VIRUSES AND VIRUS-CELL INTERACTIONS

An in-depth discussion of viral structure, taxonomy, and replication is beyond the scope of this chapter, and the reader is referred to textbooks of veterinary or human virology for more detailed information.^15,¹⁶ However, a brief overview is presented to emphasize those features that have clinical relevance.

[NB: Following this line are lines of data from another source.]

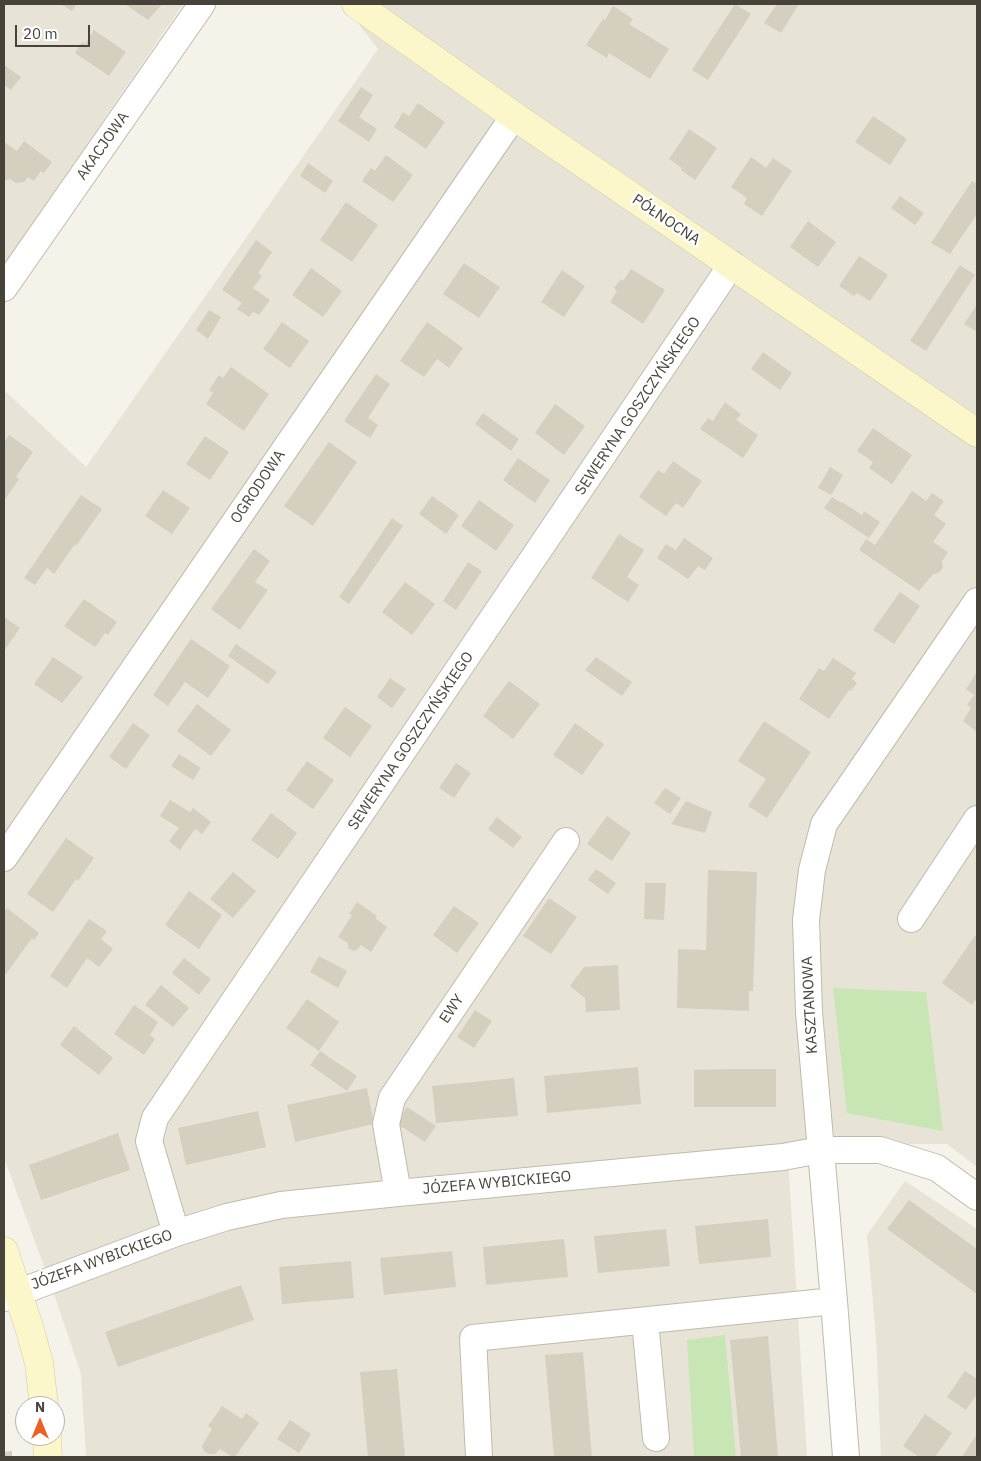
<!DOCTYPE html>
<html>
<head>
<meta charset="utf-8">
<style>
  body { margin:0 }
  #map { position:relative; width:981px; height:1461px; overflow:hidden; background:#f4f2e9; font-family:"IBM Plex Sans",sans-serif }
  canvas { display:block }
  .frame { position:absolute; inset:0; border:5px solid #474338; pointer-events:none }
  .north { position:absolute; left:15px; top:1396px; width:50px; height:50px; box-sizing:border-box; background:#fff; border:1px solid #b5b4af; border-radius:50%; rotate:0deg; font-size:14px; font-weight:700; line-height:20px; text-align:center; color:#474338 }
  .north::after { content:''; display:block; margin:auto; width:18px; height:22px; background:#ef5f25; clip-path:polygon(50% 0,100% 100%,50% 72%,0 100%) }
  .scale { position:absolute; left:15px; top:25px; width:75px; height:22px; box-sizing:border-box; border:2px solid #474338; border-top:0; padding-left:6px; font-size:15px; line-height:18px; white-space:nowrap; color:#474338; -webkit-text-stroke:4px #fff; paint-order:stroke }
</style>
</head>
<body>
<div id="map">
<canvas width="981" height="1461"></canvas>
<div class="frame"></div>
<div class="north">N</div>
<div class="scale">20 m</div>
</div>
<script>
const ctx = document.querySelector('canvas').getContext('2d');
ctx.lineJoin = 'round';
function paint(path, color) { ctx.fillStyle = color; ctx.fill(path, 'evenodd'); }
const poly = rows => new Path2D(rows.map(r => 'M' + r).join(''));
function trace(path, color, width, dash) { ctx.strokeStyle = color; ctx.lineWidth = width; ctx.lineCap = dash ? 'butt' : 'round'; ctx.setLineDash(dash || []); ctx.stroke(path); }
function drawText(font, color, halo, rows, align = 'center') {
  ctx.font = font + ' "IBM Plex Sans",sans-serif'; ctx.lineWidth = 5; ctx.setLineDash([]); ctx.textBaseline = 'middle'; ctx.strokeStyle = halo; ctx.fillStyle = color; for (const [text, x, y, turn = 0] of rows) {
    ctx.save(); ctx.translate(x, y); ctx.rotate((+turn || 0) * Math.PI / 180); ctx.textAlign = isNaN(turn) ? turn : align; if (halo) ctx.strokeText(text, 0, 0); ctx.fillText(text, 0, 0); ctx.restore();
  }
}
paint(poly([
  [4,4,183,4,4,265],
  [343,4,977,4,977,1167,947,1144,787,1144,807,1457,86,1457,81,1374,51,1285,4,1158,4,390,86,467,378,49],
  [905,1181,977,1229,977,1457,881,1457,876,1337,867,1235]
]), '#e7e4d7');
paint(poly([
  [833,988,926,992,943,1131,847,1113],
  [725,1335,736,1457,694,1457,687,1340]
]), '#c8e6b4');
paint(poly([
  [61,4,77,4,72,11],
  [125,4,162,4,148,20],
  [735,4,751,14,708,80,692,70],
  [777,4,799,4,781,33,764,23],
  [613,6,633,19,629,24,669,49,650,79,609,53,607,58,586,45,603,19,605,20],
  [94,30,126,52,109,76,75,53,82,42,85,44],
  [4,65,21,77,11,90,4,85],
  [361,87,373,95,359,117,377,129,369,142,338,121],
  [418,103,445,122,426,149,394,127,403,112,409,116],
  [873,116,907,139,890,165,855,142],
  [689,129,717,148,695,180,681,170,682,168,669,159],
  [24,141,52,162,44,173,41,171,34,181,28,177,24,182,16,183,10,179,4,180,4,142,17,151],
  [386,155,413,175,393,202,362,181,371,168,375,171],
  [751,157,766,168,773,158,792,171,762,216,744,204,747,198,731,187],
  [308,163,333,181,325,193,300,176],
  [972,181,977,184,977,214,950,254,931,243],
  [900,196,924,213,915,225,891,208],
  [346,202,378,225,352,262,320,240],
  [808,221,836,242,818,267,790,247],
  [256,240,272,252,258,273,262,276,253,288,270,300,259,315,253,312,249,317,237,309,242,303,222,290],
  [859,256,888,275,870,301,857,293,854,296,839,286],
  [464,263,500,287,479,318,443,294],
  [960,265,975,275,926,351,910,341],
  [311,268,342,291,323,317,292,295],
  [631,269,665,290,643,324,610,302,617,291,614,288,621,279,623,281],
  [562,270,585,286,564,317,541,302],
  [976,306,977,307,977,332,964,324],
  [209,310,221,317,208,339,196,330],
  [282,322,309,341,290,368,263,349],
  [427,322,463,348,449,368,437,359,424,377,400,361],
  [763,352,792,373,780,390,751,369],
  [231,367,269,394,244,431,206,404,213,393,209,390,219,375,223,378],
  [376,374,390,384,368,418,378,425,370,438,344,421],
  [725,402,741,414,736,420,758,435,743,458,700,429,708,418,713,421],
  [555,404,585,426,564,455,535,433],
  [483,413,519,439,511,451,475,424],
  [873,428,912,455,892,484,869,468,873,462,857,451],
  [9,435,33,452,16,477,19,479,4,501,4,443],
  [205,436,229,452,210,480,186,464],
  [329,442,357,462,313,526,284,506],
  [518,458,550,480,535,503,503,480],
  [673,461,702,481,683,508,676,503,666,516,639,497,658,470,664,474],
  [830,467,843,475,831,495,818,488],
  [163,490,190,508,172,534,145,516],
  [912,491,926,501,932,493,944,501,934,515,946,524,933,542,948,552,942,561,943,567,939,573,933,574,919,591,859,550,866,539,875,545],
  [81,495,102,509,76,546,75,544,54,574,47,568,35,585,24,578],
  [432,496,459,515,446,534,419,514],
  [832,497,841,503,842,502,862,515,864,511,880,522,869,538,824,508],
  [479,500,514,525,496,551,461,526],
  [392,518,403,526,349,604,339,597],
  [619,534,644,550,627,577,639,585,628,602,591,578],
  [684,538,713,558,705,570,698,566,688,579,657,558,666,544,676,550],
  [254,549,270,561,255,582,268,590,240,630,211,609],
  [468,562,482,571,456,610,443,601],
  [405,582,435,604,412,635,382,612],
  [900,592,920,606,894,644,873,630],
  [84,599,117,622,108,635,105,633,95,647,64,626],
  [4,617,20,628,4,651],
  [191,639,230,666,208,698,185,682,168,706,153,695],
  [236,644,277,672,268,684,228,656],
  [53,657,83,677,62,703,34,684],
  [596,657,632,682,622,696,585,670],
  [833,658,856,673,852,679,857,683,851,691,849,690,829,719,799,699,819,668,824,671],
  [977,672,977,732,963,721,971,708,967,705,974,695,966,689],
  [390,678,406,689,392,708,377,697],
  [509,681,540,704,513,739,483,716],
  [197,704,231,730,211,756,177,731],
  [345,707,372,726,350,757,323,738],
  [764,721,811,752,767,818,748,806,766,779,738,761],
  [133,723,150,735,126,769,109,757],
  [575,723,604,744,582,775,553,755],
  [179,754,201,768,193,780,171,766],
  [307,761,334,780,313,809,286,790],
  [456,763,471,773,454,798,439,788],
  [665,788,681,798,670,814,654,803],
  [170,800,190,812,193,808,211,822,202,834,195,829,180,850,169,841,179,828,160,816],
  [686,801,712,812,705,833,671,824],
  [271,813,297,833,278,859,251,840],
  [607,816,631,833,612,861,587,844],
  [497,817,522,837,513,848,488,829],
  [66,838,94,858,78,881,76,879,53,912,27,894],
  [596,869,616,883,608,894,588,880],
  [708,870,757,872,753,991,749,991,749,1011,677,1008,678,949,706,950],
  [233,872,256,891,233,918,210,899],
  [645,883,666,883,664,920,644,919],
  [189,891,222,915,199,949,165,925],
  [549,898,577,917,551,954,523,936],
  [357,902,377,916,375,918,387,927,371,952,361,945,358,949,354,951,348,948,348,943,338,937,352,915,349,914],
  [454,906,479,923,457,953,433,935],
  [7,908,39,933,34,940,32,938,6,974,4,973,4,913],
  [89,919,107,931,101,939,113,949,99,967,87,958,67,988,50,976],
  [977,933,977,998,972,1005,942,983],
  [319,956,347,971,338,988,310,972],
  [184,958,211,979,199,995,172,973],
  [618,965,620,1010,586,1012,585,998,570,986,584,967],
  [161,985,189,1008,173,1027,145,1005],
  [307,999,339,1022,319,1051,286,1028],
  [134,1005,158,1022,150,1035,155,1039,144,1055,114,1034],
  [475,1010,492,1021,474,1048,457,1037],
  [74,1026,113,1058,99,1075,60,1045],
  [320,1051,357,1076,347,1091,310,1065],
  [638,1067,641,1104,547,1113,544,1076],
  [729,1069,776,1069,776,1107,694,1107,694,1070],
  [514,1078,518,1116,436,1123,432,1086],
  [367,1088,374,1124,295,1142,287,1105],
  [407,1107,436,1126,425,1142,396,1123],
  [258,1111,266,1147,186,1165,178,1128],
  [118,1133,130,1170,41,1200,29,1165],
  [909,1200,977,1249,977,1294,887,1229],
  [768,1219,771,1257,699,1264,695,1226],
  [666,1229,670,1266,598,1273,594,1236],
  [564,1239,568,1277,486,1285,483,1247],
  [452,1251,456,1287,384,1295,380,1258],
  [351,1261,354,1298,282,1304,279,1267],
  [241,1285,254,1320,118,1367,105,1332],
  [768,1336,778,1457,741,1457,730,1340],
  [583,1352,592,1457,554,1457,545,1355],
  [397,1369,405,1457,368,1457,360,1372],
  [965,1371,977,1379,977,1394,966,1410,947,1397],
  [222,1406,242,1419,246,1413,259,1423,235,1457,232,1457,220,1449,215,1454,209,1454,204,1451,202,1446,212,1429,208,1426],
  [925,1414,952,1433,935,1457,919,1457,903,1446],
  [290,1420,311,1434,299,1453,277,1439],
  [977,1434,977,1457,962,1457],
  [12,1451,12,1457,4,1457,4,1452]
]), '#d5cfbf');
const street = poly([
  [4,288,202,4],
  [4,858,514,116],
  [911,919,977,819],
  [398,1193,386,1124,392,1098,566,841],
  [176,1233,149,1141,155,1118,732,264],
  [4,1298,176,1233,227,1217,281,1205,398,1193,783,1157,820,1150,880,1150,937,1168,977,1197],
  [645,1321,656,1438],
  [479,1457,473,1338,834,1301],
  [846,1457,834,1301,809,1012,806,920,812,870,824,824,977,601]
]);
const secondary = poly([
  [356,4,514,116,977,433],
  [4,1251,30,1330,39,1363,44,1406],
  [47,1436,48,1457]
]);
trace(street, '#bfbbac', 28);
trace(secondary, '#d1ca9b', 29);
trace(street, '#fff', 26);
trace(secondary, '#fcf7cb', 28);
drawText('15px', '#474338', '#fff', [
  ["AKACJOWA",103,146,-55],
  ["PÓŁNOCNA",666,220,34],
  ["SEWERYNA GOSZCZYŃSKIEGO",638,406,-56],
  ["OGRODOWA",258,487,-56],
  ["SEWERYNA GOSZCZYŃSKIEGO",411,741,-56],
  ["KASZTANOWA",810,1005,-93],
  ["EWY",452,1009,-56],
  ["JÓZEFA WYBICKIEGO",497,1183,-5],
  ["JÓZEFA WYBICKIEGO",102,1260,-20]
]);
</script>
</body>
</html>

Virus Structure, Taxonomy, and Replication

The fundamental structure of all viruses is a DNA or RNA genome enclosed by a coat of protein called the capsid (Figure 2-4). For viruses that are enveloped, the capsid is enclosed further by a host cell–derived lipid membrane into which viral proteins have been incorporated. In addition to protecting the viral genome, the capsid and other associated structural proteins (e.g., matrix proteins) are important for virus assembly, packaging the viral genome, releasing the genome into a target cell, and for nonenveloped viruses, providing receptors that bind to host cells. For enveloped viruses the receptors are incorporated into the lipid membrane. The primary clinical significance of these features is that enveloped viruses, because of their fragile lipid membrane, are highly susceptible to inactivation by heat, desiccation, or detergents, and transmission typically requires direct exchange of body fluids, short distance aerosols, or arthropod vectors. In contrast, nonenveloped viruses (e.g., equine rotavirus) are resistant to physical inactivation, and environmental contamination is more likely to be a significant factor in their transmission.